Santiago de Paoli, Riding Hot
11 septembre — 10 octobre, 2026

Santiago de Paoli développe une pratique picturale expérimentale dans laquelle la peinture demande à être ressentie plutôt qu’analysée. Il compose des images foncièrement équivoques, où croissants de lune, paysages, corps, objets domestiques ou formes organiques se côtoient sans que leur présence puisse être ramenée à une logique narrative ou à une symbolique identifiable.
Intégrant des matériaux inattendus comme le bois, le cuivre, les bouchons de liège, la bougie ou encore les cacahuètes, ses œuvres déjouent les hiérarchies entre le noble et l’ordinaire, le précieux et le trivial. Elles oscillent entre une gravité quasi religieuse et un humour innocent, entre le mystère et la naïveté, le familier et l’incongru.
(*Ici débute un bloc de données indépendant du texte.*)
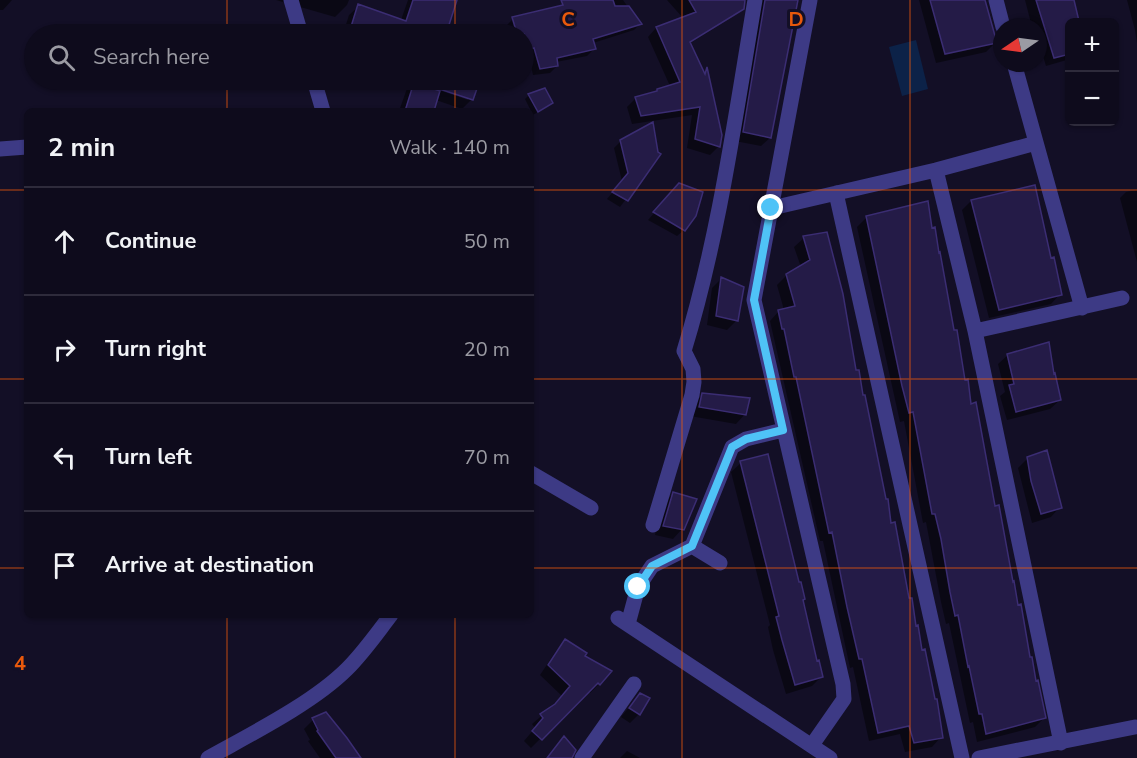 <!DOCTYPE html>
<meta charset="utf-8">
<style>
body{margin:0;font-family:"Nunito Sans",sans-serif;background:#171425;color:#f1f3f6}
.controls{position:absolute;right:18px;top:18px;display:grid;overflow:hidden;border-radius:9px;box-shadow:0 2px 4px #0004}
.controls button{width:54px;height:54px;display:grid;place-items:center;padding:0;border:0;border-bottom:2px solid #2e2b3b;background:#0e0b1c;color:#f1f3f6;font:30px sans-serif}
.compass{position:absolute;left:993px;top:18px;width:54px;height:54px;border-radius:50%;background:#0e0b1c;box-shadow:0 2px 4px #0004;rotate:257deg}
.stop{position:absolute;width:18px;height:18px;margin:-14px;border:4px solid #4fc3f7;border-radius:50%;background:#fff}
.stop.end{background:#4fc3f7;border-color:#fff;box-shadow:0 2px 6px #0008}
.list{margin:0;padding:0;list-style:none}
h2{display:flex;justify-content:space-between;align-items:center;height:78px;margin:0;padding:0 24px;font-size:26px}
h2 small{font-size:20px;font-weight:400;color:#9b9ba3}
.list li{display:grid;grid-template-columns:39px 1fr auto;gap:18px;align-items:center;box-sizing:border-box;height:108px;padding:0 24px;border-top:2px solid #2e2b3b}
.list b{display:block;font-size:22px;white-space:nowrap}
.list em{font-size:20px;font-style:normal;color:#9b9ba3}
.icon{flex:none;width:33px;height:33px;fill:none;stroke:currentColor;stroke-width:2;stroke-linecap:round;stroke-linejoin:round}
.map{position:relative;flex:none;width:1137px;height:758px;overflow:hidden}
.search{position:absolute;background:#0e0b1c;box-shadow:0 2px 4px #0004;left:24px;top:24px;width:510px;height:66px;display:flex;align-items:center;gap:15px;box-sizing:border-box;padding:0 21px;border-radius:33px;color:#9b9ba3;font-size:22px}
.panel{position:absolute;background:#0e0b1c;box-shadow:0 2px 4px #0004;left:24px;top:108px;width:510px;height:510px;border-radius:9px}
.map>svg:first-child{display:block}
.water{fill:#0c2248}
.shadow{fill:#0007;fill-rule:evenodd}
.building{fill:#241b47;stroke:#3b2d73;stroke-width:1.5}
.lines{fill:none;stroke-linecap:round;stroke-linejoin:round}
.street{stroke:#3d3a85;stroke-width:15}
.route{stroke:#4fc3f7;stroke-width:8}
.grid{fill:none;stroke:#e8590c;stroke-width:1.5;stroke-opacity:0.55}
.grid-label{font-size:20px;text-anchor:middle;font-weight:bold;fill:#e8590c;stroke:#130f26;stroke-width:6;stroke-linejoin:round;paint-order:stroke}
</style>
<div class="map">
<svg width="1137" height="758" viewBox="0 0 1137 758">
<rect width="100%" height="100%" fill="#130f26"/>
<path class="water" d="M916,40L928,89L902,96L889,47Z"/>
<path class="shadow" d="M0,0H12L3,10H0Z
M276,0H349L347,5L335,17Z
M408,0H445L455,3L444,34H343L349,15L359,6L401,20Z
M592,0H623L640,24L634,30L593,43L594,49L587,56L556,62L557,66L550,73L533,75L528,54L524,55V34H509L507,25L514,18Z
M667,0H744L742,8L736,14V11L683,45L684,47L733,17L689,44L703,74L706,70L719,146L710,155L687,148L692,115L632,124L627,107L636,98L654,93L658,90L670,86L648,37L656,28L683,18Z
M750,0H795L770,138L761,146L735,141Z
M919,0H984L995,43L986,52L936,63Z
M1025,0H1072L1078,22H1070V59L1046,66L1038,39V27H1032Z
M1127,0H1137V43L1135,30Z
M410,80H478L472,99L462,109L436,100L432,111H399ZM434,86L468,97V100L433,88Z
M529,95L546,107L533,115L525,99Z
M621,141L659,155L620,207L607,199L622,181L614,148Z
M1137,190V262L1120,198L1126,192Z
M673,192L684,230L677,236L648,220Z
M971,201L1050,260L1060,294L1051,304L989,318L962,210Z
M867,217L964,382L1044,718L1035,727L977,742L973,722L970,723L949,623L946,624L941,602L926,522L923,523L904,421L900,422L857,227Z
M804,238L855,372L862,397L941,737L932,747L905,752L900,734L869,741L853,667L850,668L823,541H820L770,321L779,311L784,310L777,285L787,275L801,267L794,247Z
M721,279L737,320L727,330L707,325L712,288Z
M1008,355L1053,376L1060,400L1050,409L1007,420L1000,396L1005,392L998,364Z
M703,395L745,414L736,424L690,416L693,404Z
M1028,458L1060,507L1051,517L1032,523L1018,468Z
M741,463L801,601L815,663L821,677L812,686L786,694L773,650L768,627L770,625L731,472Z
M674,493L682,529L673,539L655,535L664,503Z
M565,641L583,656L599,684L590,693L588,691L531,748L524,741L535,728L532,724L552,707L562,696L540,675L556,651Z
M640,694L639,714L630,723L621,717Z
M325,714L360,758H320L308,741L310,740L304,729L313,720Z
M627,751L640,758H620Z"/>
<path class="building" d="M413,0H457L448,28L444,27L441,34H364L350,30L358,4L406,21Z
M561,0H613L615,6H629L642,24L593,39L596,49L557,58L558,66L540,69L534,48L524,51V34H517L512,17L563,5Z
M689,0H745L744,9L690,42L705,74L707,67L722,135L720,147L695,139L700,107L641,116L635,97L657,91V89L680,82L656,27L696,12Z
M765,0H798L771,138L743,132Z
M930,0H985L997,43L945,54Z
M1036,0H1074L1079,21L1070,22V54L1054,58Z
M421,80H480L473,100L421,83Z
M414,82L440,91L434,111H405Z
M545,88L553,103L538,112L528,94Z
M653,122L658,152L661,154L628,201L612,192L628,173L620,140Z
M679,183L703,192L696,216L685,231L653,212Z
M1035,185L1051,258L1054,257L1062,295L999,310L971,200Z
M928,201L932,228L935,227L939,253L940,252L954,330H957L965,380L968,379L971,404L976,402L995,506L999,505L1013,582L1014,581L1018,605L1021,604L1030,657H1032L1036,681L1038,680L1046,718L986,734L982,714H979L969,666L968,667L958,615L955,616L950,592L941,539L935,514H932L913,412L909,413L902,386L866,216Z
M827,232L843,294L856,370H859L863,395H865L886,499H888L891,523L895,522L909,598H912L916,626L918,625L922,650L925,649L935,699H937L943,738L914,743L909,726L878,733L862,659H859L847,607L832,532L829,533L796,377H794L784,329H782L778,310L795,306L786,274L810,260L803,236Z
M721,277L744,287L738,321L716,316Z
M1049,342L1054,374L1055,373L1061,400L1016,412L1009,385L1014,384L1007,354Z
M702,393L750,398L746,415L699,407Z
M1047,450L1062,508L1041,514L1031,481L1027,457Z
M768,454L799,582H801L805,599L803,600L817,661L819,660L823,677L795,685L782,640L776,617L779,616L740,461Z
M673,492L697,499L684,530L663,526Z
M565,639L587,653L585,656L612,671L600,685L598,683L542,740L532,731L543,718L540,714L555,704L570,686L548,665Z
M640,693L650,698L640,715L629,708Z
M326,712L347,738L361,758H336L317,731L318,730L312,718Z
M564,736L576,750L572,758H547Z"/>
<g class="lines">
<path class="street" d="M291,0L301,34
M810,0L754,300L843,684L844,699L812,745
M996,0L1003,27
M1014,63L1082,308
M314,80L323,111
M0,149L27,147
M936,170L975,331L1061,743
M836,193L962,758
M772,208L936,170L1036,143
M975,331L1122,298
M531,473L591,508
M653,525L692,395L694,382L693,369L684,351C719,237 735,118 755,0
M692,546L720,563
M618,618L830,758
M628,624L638,587L652,566L692,546L732,447L746,439L783,430
M208,758C251,734 313,703 347,669C364,652 377,633 391,615
M582,758L634,684
M979,758L1135,727"/>
</g>
<g class="lines">
<path class="route" d="M638,587L652,566L692,546L732,447L746,439L783,430L754,300L771,208"/>
</g>
<path class="grid" d="M227,0V34M455,0V34M682,0V758M910,0V758M227,80V111M455,80V111M0,190H27M531,190H1137M0,379H27M531,379H1137M0,568H27M531,568H1137M227,615V758M455,615V758"/>
<g class="grid-label">
<text x="568" y="26">C</text>
<text x="796" y="26">D</text>
<text x="20" y="670">4</text>
</g>
</svg>
<div class="controls">
<button>+</button>
<button>−</button>
</div>
<svg class="compass" viewBox="-18 -18 36 36"><path d="M0-13l5 13h-10z" fill="#e53935"/><path d="M0 13l5-13h-10z" fill="#9b9ba3"/></svg>
<div class="stop" style="left:638px;top:587px"></div>
<div class="stop end" style="left:771px;top:208px"></div>
<div class="search"><svg class="icon" aria-label="search" viewBox="0 0 24 24"><circle cx="10" cy="10" r="6"/><path d="M15 15l6 6"/></svg>Search here</div>
<section class="panel">
<h2>2 min<small>Walk · 140 m</small></h2>
<ul class="list">
<li><svg class="icon" aria-label="ahead" viewBox="0 0 24 24"><path d="M12 20V5M6 11l6-6 6 6"/></svg><div><b>Continue</b></div><em>50 m</em></li>
<li><svg class="icon" aria-label="right" viewBox="0 0 24 24"><path d="M7 20v-9h11M14 6l5 5-5 5"/></svg><div><b>Turn right</b></div><em>20 m</em></li>
<li><svg class="icon" aria-label="left" viewBox="0 0 24 24"><path d="M17 20v-9H6M10 6l-5 5 5 5"/></svg><div><b>Turn left</b></div><em>70 m</em></li>
<li><svg class="icon" aria-label="arrive" viewBox="0 0 24 24"><path d="M6 21V4h12l-3 4 3 4H6"/></svg><div><b>Arrive at destination</b></div></li>
</ul>
</section>
</div>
Depuis son installation à Stamford, dans l’État de New York, où il mène une existence largement soustraite aux sollicitations du monde extérieur, le travail de Santiago de Paoli a pris une nouvelle ampleur. Son vaste atelier lui a permis d’aborder des formats plus ambitieux et d’instaurer un rapport physique à la peinture. L’atelier n’est plus seulement un lieu de production : son contenu et sa configuration trouvent désormais leur chemin jusque dans les œuvres, brouillant les frontières entre l’espace de travail et l’œuvre.
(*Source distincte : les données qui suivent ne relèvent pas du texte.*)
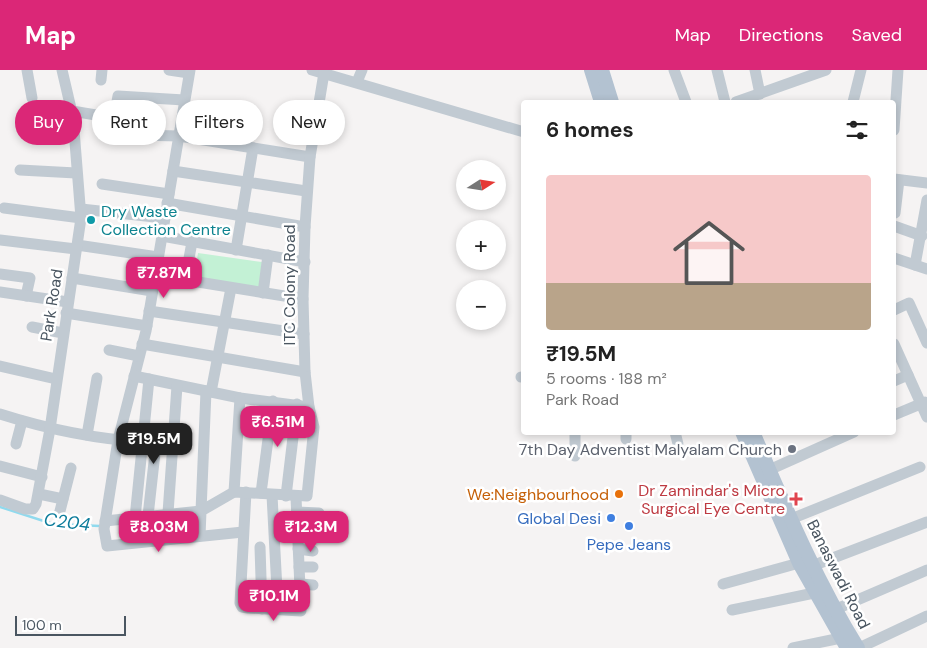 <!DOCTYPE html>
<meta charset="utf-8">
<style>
:root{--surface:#fff;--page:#f6f6f6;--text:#222;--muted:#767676;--accent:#db2777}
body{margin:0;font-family:"DM Sans",sans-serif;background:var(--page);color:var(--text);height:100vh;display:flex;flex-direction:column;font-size:19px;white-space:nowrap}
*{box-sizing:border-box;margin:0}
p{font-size:16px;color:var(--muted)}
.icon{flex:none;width:28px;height:28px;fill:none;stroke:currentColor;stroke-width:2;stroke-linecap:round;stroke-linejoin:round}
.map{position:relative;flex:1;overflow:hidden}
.drawer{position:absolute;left:521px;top:30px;width:375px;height:335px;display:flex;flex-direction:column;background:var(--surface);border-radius:5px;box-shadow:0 2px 8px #0003}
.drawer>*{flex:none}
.guide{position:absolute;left:15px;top:30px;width:431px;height:45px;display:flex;gap:10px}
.needle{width:32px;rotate:78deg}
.fabs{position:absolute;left:456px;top:90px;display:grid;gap:10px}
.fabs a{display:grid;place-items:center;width:50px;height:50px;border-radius:50%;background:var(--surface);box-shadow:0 2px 8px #0003;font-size:25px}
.scale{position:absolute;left:15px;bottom:12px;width:111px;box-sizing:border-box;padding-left:5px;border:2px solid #4a5661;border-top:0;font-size:14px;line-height:18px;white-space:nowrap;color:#4a5661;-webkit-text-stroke:4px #fff;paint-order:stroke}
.price{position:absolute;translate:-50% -42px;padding:0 11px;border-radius:10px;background:var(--accent);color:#fff;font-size:16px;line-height:32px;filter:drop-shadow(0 1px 2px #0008)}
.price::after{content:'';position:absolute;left:50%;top:30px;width:15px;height:11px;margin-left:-8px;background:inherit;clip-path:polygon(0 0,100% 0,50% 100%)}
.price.active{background:#222;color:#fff}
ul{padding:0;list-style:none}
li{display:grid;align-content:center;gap:10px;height:265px;padding:0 25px}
li span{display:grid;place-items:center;height:155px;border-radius:5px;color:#555}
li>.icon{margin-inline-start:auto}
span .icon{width:90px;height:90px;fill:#fffc;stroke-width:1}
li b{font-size:21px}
h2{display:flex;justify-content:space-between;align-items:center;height:60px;padding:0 25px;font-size:21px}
.chip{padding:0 18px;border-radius:22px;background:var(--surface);box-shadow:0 2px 8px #0003;font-size:18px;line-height:45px}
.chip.active{background:var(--accent);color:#fff}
header{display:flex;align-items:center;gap:30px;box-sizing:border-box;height:70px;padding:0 25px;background:var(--accent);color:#fff}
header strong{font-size:24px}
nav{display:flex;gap:28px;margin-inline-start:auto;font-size:18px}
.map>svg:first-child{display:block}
.green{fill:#c3f1d5}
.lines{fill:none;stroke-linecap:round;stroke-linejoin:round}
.stream{stroke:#90daee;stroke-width:2.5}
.minor{stroke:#c1cad2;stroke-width:11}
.major{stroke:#b3c2d1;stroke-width:14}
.culture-dot{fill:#0f9aa8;stroke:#fff;stroke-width:2}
.worship-dot{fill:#6b7280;stroke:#fff;stroke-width:2}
.food-dot{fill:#e8710a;stroke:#fff;stroke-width:2}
.health-dot{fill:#e0444e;stroke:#fff;stroke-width:2}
.shop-dot{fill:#3f7fe0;stroke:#fff;stroke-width:2}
.labels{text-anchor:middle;stroke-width:5;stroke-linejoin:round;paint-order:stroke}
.culture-label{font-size:16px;fill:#0d838f;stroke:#fff;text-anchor:start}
.street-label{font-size:16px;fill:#4a5661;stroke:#fff}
.worship-label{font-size:16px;fill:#5b616d;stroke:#fff;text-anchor:end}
.health-label{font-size:16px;fill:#be3a42;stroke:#fff;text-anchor:end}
.food-label{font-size:16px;fill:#c56008;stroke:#fff;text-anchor:end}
.shop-label{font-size:16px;fill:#366cbe;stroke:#fff;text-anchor:end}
.water-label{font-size:18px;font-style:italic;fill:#0c7c9b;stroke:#fff}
</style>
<header>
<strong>Map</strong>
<nav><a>Map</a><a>Directions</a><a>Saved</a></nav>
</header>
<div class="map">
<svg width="927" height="578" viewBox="0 0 927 578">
<rect width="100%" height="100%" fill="#f5f3f3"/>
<polygon class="green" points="198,183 262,192 259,217 194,208"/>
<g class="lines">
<polyline class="stream" points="0,437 53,454 100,456"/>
<g class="minor">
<polyline points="27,0 32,28"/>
<polyline points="169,0 189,3"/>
<polyline points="190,0 146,261 118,370 104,459 107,476 243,462"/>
<polyline points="312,0 524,62"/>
<polyline points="674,0 686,32"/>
<polyline points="717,0 725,32"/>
<polyline points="755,0 760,24"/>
<polyline points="101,10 102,0"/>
<polyline points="357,12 362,0"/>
<polyline points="736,32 826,0"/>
<polyline points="853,32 861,0"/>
<polyline points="72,41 114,48 118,26 184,30"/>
<polyline points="894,60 898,0"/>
<polyline points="136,65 179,66 310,87"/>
<polyline points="20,100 76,103"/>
<polyline points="173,101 306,121"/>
<polyline points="894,109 927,113"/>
<polyline points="102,114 169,124"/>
<polyline points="167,133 305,157"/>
<polyline points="4,138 81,148"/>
<polyline points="81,139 164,148"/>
<polyline points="895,143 899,110"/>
<polyline points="894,156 922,166"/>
<polyline points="162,166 305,192"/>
<polyline points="0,170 76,179"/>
<polyline points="77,175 158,187"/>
<polyline points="236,180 253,78"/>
<polyline points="894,188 927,199"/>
<polyline points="915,195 927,130"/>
<polyline points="0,204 30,208 26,226"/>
<polyline points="155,205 303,229"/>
<polyline points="72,208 152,221"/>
<polyline points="185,210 192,172"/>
<polyline points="0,222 68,232"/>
<polyline points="263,223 268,185"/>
<polyline points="894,240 909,233 927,273"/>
<polyline points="149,241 304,264"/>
<polyline points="66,243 147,256"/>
<polyline points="32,257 63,263"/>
<polyline points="142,274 305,302"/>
<polyline points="894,274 927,347"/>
<polyline points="109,280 139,286"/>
<polyline points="0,296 56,309"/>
<polyline points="134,306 240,328 309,337"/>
<polyline points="521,307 524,307"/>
<polyline points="894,311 908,305"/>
<polyline points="211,322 231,218"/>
<path d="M 0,344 C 47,359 95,369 144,372"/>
<polyline points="894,345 925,332"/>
<polyline points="626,362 626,369"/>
<polyline points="675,362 678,374"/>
<polyline points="87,365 97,308"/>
<polyline points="16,374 22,351"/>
<polyline points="575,386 575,362"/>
<polyline points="0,396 42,407"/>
<polyline points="769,400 854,362"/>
<polyline points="234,422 240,328"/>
<polyline points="246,422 240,533 242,537 248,538 301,541 296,427"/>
<polyline points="261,423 273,331"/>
<polyline points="39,424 63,429"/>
<polyline points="272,425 278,539"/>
<polyline points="286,426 297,334"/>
<polyline points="0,430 25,439 33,439 36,434 50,359 81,148 73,47 62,0"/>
<polyline points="297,442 319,443"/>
<polyline points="168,443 177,316"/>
<polyline points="59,445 71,398"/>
<polyline points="148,446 156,374 172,375"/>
<polyline points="135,448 149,309"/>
<polyline points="791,449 920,397"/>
<polyline points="105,451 201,441 206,321"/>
<polyline points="297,460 317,462"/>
<polyline points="200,466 201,441 234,422 307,426 314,357 309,337 305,302 303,229 305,157 310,87 324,3"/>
<polyline points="260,477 262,539"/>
<polyline points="298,479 313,481"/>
<polyline points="812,496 927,452"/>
<polyline points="299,497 313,497"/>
<polyline points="300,514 313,515"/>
<polyline points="723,514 799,493"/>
<polyline points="732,540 814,523"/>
<polyline points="834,540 927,500"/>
<polyline points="793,578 841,568"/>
<polyline points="859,578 927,546"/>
</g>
<g class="major">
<polyline points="591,0 601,32"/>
<polyline points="602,0 612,32"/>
<polyline points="742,362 799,493 847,578"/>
<path d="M 753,362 C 785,436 816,510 858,578"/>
</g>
</g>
<circle class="culture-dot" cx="91" cy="150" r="5"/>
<circle class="worship-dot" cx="792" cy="379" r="5"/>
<circle class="food-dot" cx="619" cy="424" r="5"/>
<path class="health-dot" d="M793.5 421.5h5v5h5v5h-5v5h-5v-5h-5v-5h5z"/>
<g class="shop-dot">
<circle cx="611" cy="448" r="5"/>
<circle cx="629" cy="456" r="5"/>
</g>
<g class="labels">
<g class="culture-label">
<text x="101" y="147">Dry Waste<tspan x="101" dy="18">Collection Centre</tspan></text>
</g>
<g class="street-label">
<text transform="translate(289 215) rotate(-90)" y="6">ITC Colony Road</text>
<text transform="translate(51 235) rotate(-81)" y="6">Park Road</text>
<text transform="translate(839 504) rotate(63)" y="6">Banaswadi Road</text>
</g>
<g class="worship-label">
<text x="782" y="385">7th Day Adventist Malyalam Church</text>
</g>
<g class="health-label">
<text x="785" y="426">Dr Zamindar's Micro<tspan x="785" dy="18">Surgical Eye Centre</tspan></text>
</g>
<g class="food-label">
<text x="609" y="430">We:Neighbourhood</text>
</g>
<g class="shop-label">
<text x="601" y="454">Global Desi</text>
<text x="629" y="480" text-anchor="middle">Pepe Jeans</text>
</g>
<g class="water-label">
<text transform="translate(67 452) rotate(7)" y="6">C204</text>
</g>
</g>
</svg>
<div class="fabs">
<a><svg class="needle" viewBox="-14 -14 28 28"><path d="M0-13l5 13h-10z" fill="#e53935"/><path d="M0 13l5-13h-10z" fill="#767676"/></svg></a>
<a>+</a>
<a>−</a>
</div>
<div class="scale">100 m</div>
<b class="price" style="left:164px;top:229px">₹7.87M</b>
<b class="price" style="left:278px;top:378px">₹6.51M</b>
<b class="price active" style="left:154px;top:395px">₹19.5M</b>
<b class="price" style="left:159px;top:483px">₹8.03M</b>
<b class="price" style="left:311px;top:483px">₹12.3M</b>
<b class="price" style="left:274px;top:552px">₹10.1M</b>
<div class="guide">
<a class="chip active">Buy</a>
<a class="chip">Rent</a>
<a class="chip">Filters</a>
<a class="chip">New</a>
</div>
<section class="drawer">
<h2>6 homes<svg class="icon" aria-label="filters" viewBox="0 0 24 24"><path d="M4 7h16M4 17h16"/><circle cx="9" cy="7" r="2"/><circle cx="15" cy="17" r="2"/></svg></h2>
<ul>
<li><span style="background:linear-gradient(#f6c9c9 70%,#b9a48a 0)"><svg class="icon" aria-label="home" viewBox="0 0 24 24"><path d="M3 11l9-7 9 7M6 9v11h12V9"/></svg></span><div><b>₹19.5M</b><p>5 rooms · 188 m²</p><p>Park Road</p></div></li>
</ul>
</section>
</div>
Riding Hot réunit deux pièces de grand format réalisées dans ce contexte. Bien que distinctes, elles portent un même titre, Distant Call.
L’une d’elles est un diptyque spécialement conçu pour Abraham & Wolff. Elle est structurée par deux encadrements de portes placés aux extrémités, qui font écho à l’agencement même de l’atelier de l’artiste. Depuis chaque ouverture surgit un cortège de silhouettes qui tiennent d’avantage du pantin que de l’humain. Elles se succèdent et se superposent comme dans une chronophotographie où temps et mouvement sont décomposés. Parvenues au bout de leur trajectoire, au bord de chaque toile, elles se rencontrent et se répondent par fessiers interposés — un motif récurrent chez de Paoli. L’ensemble se déploie d’un même élan, comme si ces figures avaient le pouvoir de transgresser les limites matérielles de leur support, comme si seules les rampes qui courent au premier plan de part et d’autre pouvaient les retenir à l’intérieur du cadre.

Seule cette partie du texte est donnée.